A group of payday lenders are set to argue that some rules written by the Consumer Financial Protection Bureau are invalid because the agency’s funding system is unconstitutional.

The Consumer Financial Protection Bureau was created to safeguard consumer welfare following the 2008-09 financial crisis.Premium
The Consumer Financial Protection Bureau was created to safeguard consumer welfare following the 2008-09 financial crisis.

WASHINGTON—A lawsuit before the Supreme Court on Tuesday could threaten more than a decade’s worth of rules governing the mortgage industry, credit cards, student-loan companies and more.

A group of payday lenders will argue before the court that some rules written by the Consumer Financial Protection Bureau are invalid because the funding system Congress designed for the agency in 2010 was unconstitutional.

If the court agrees with them, legal experts and some mortgage and real estate groups say the result would destabilize the regulations for a swath of financial products Americans use. The bureau might have to suspend virtually all activities and stop enforcing its rules.

“The ensuing regulatory chaos would stifle credit markets, destabilize banks, and likely throw the economy into recession," Adam Levitin and Patricia McCoy, law professors at Georgetown University and Boston College, wrote in a friend-of-the-court filing supporting the agency.

The CFPB, created by Congress as part of the 2010 Dodd-Frank financial overhaul, was intended to safeguard consumer welfare following the financial crisis.
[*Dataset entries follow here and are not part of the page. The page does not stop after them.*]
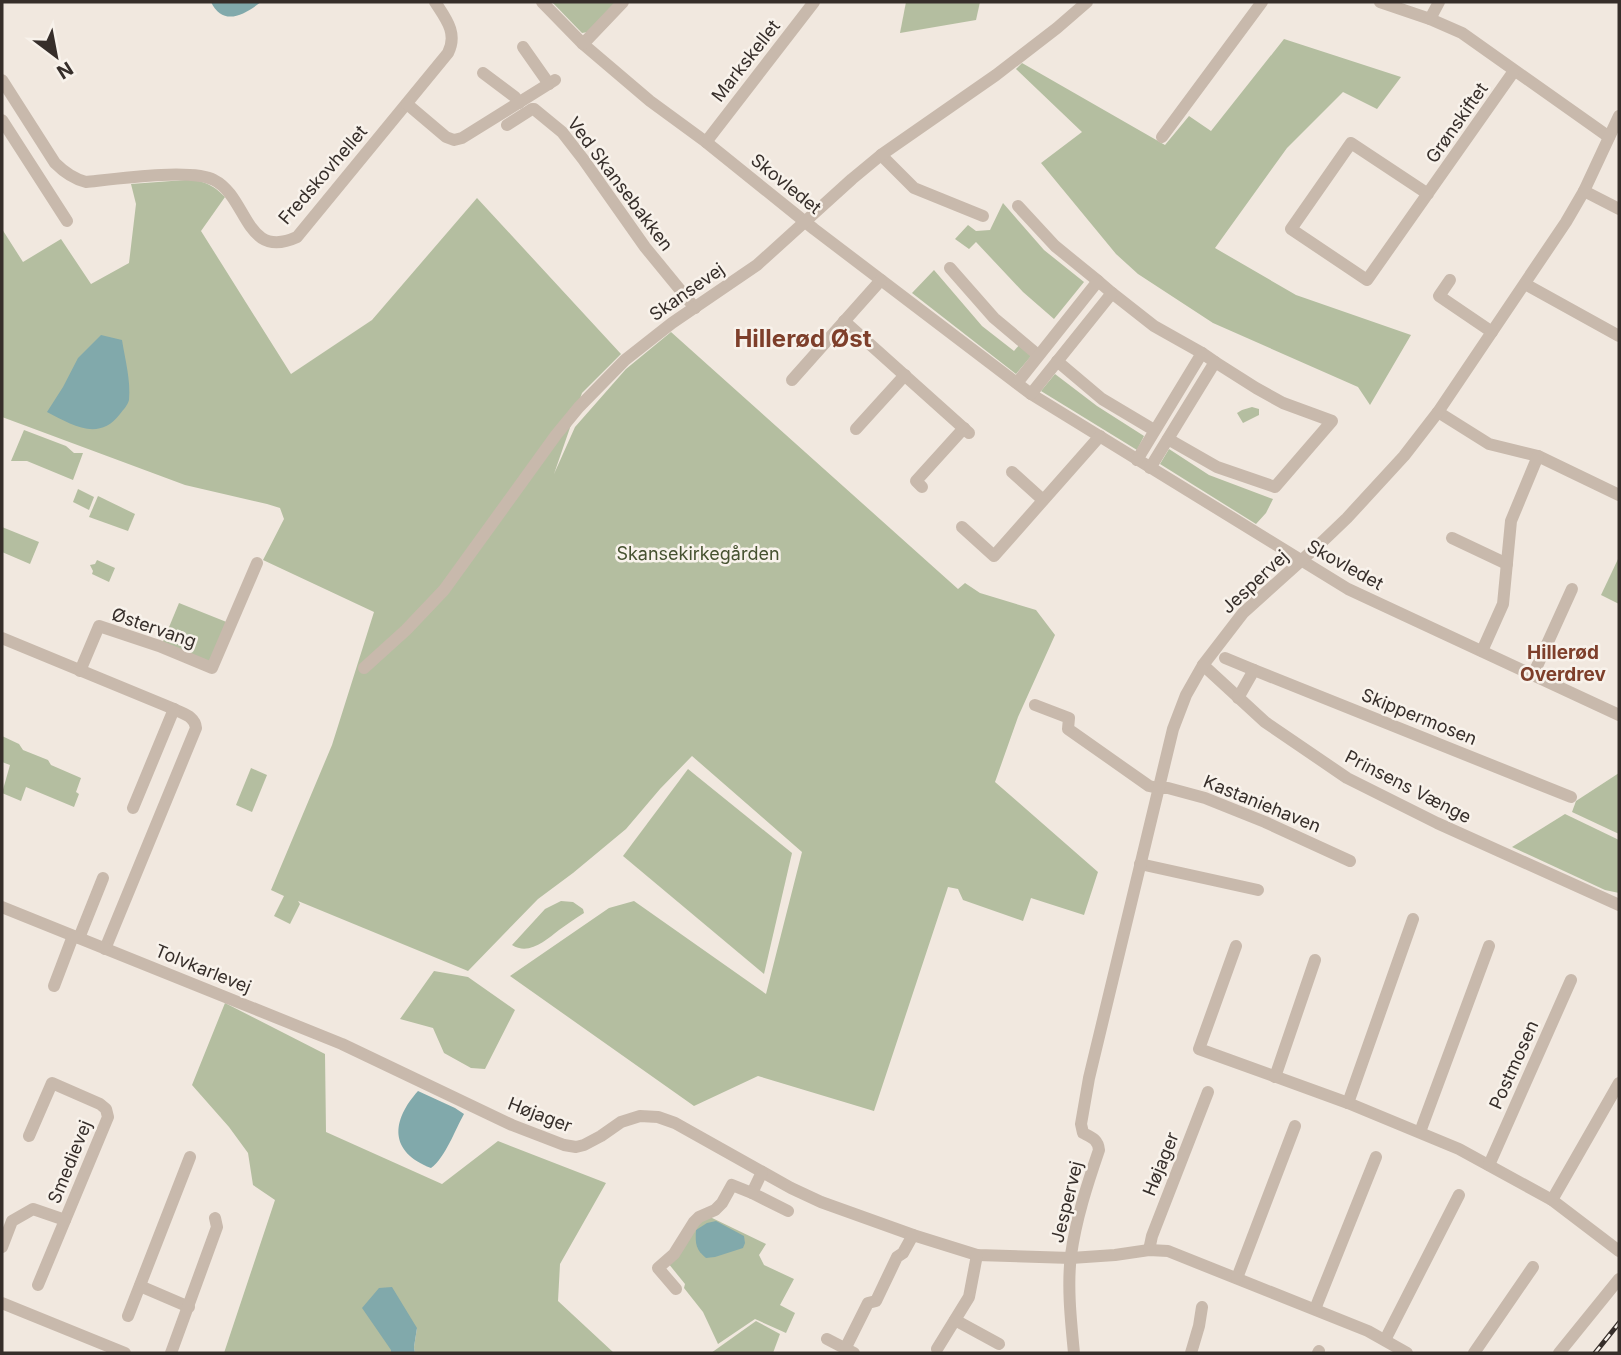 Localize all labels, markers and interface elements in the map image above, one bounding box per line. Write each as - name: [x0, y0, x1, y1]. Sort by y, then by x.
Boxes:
- street label: Markskellet: [707, 16, 784, 106]
- north arrow: [21, 21, 91, 91]
- text: N: [53, 56, 77, 84]
- street label: Grønskiftet: [1421, 78, 1492, 167]
- street label: Ved Skansebakken: [563, 113, 678, 255]
- street label: Fredskovhellet: [274, 121, 371, 228]
- street label: Skovledet: [747, 149, 826, 218]
- street label: Skansevej: [645, 258, 728, 325]
- district label: Hillerød Øst: [734, 324, 872, 353]
- street label: Skovledet: [1303, 535, 1387, 594]
- park label: Skansekirkegården: [616, 543, 780, 564]
- street label: Jespervej: [1217, 545, 1292, 618]
- street label: Østervang: [109, 603, 199, 652]
- district label: Hillerød Overdrev: [1520, 641, 1607, 686]
- street label: Skippermosen: [1358, 684, 1480, 749]
- street label: Prinsens Vænge: [1342, 746, 1475, 827]
- street label: Kastaniehaven: [1200, 770, 1324, 837]
- street label: Tolvkarlevej: [152, 940, 254, 997]
- street label: Postmosen: [1485, 1017, 1542, 1112]
- street label: Højager: [505, 1093, 575, 1136]
- street label: Smedievej: [43, 1117, 96, 1207]
- street label: Højager: [1138, 1129, 1183, 1199]
- street label: Jespervej: [1046, 1159, 1087, 1245]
Democrats structured it as a bureau with a single director, not a bipartisan commission, and gave it a funding stream from the Federal Reserve system rather than annual appropriations.

The agency quickly published a raft of rules and ran into criticism from industry groups and Republicans in Washington, who said, among other objections, that its organization meant it essentially didn’t answer to Congress.

In 2020, the Supreme Court agreed with a debt-relief company that the bureau’s structure made it unaccountable to the executive branch, ordering a change so that the president could remove the CFPB director without cause. The court declined, however, to abolish the agency altogether, as some Republicans wanted.

The CFPB’s funding structure also was intended to insulate it from political interference—in this instance, from Congress rather than the White House. Under the law, the CFPB director sets a budget he or she determines is necessary to fund the agency’s mission and the funding comes from the Federal Reserve, subject to certain caps. The cap for the fiscal year that began Sunday is $785.4 million, according to a bureau budget document.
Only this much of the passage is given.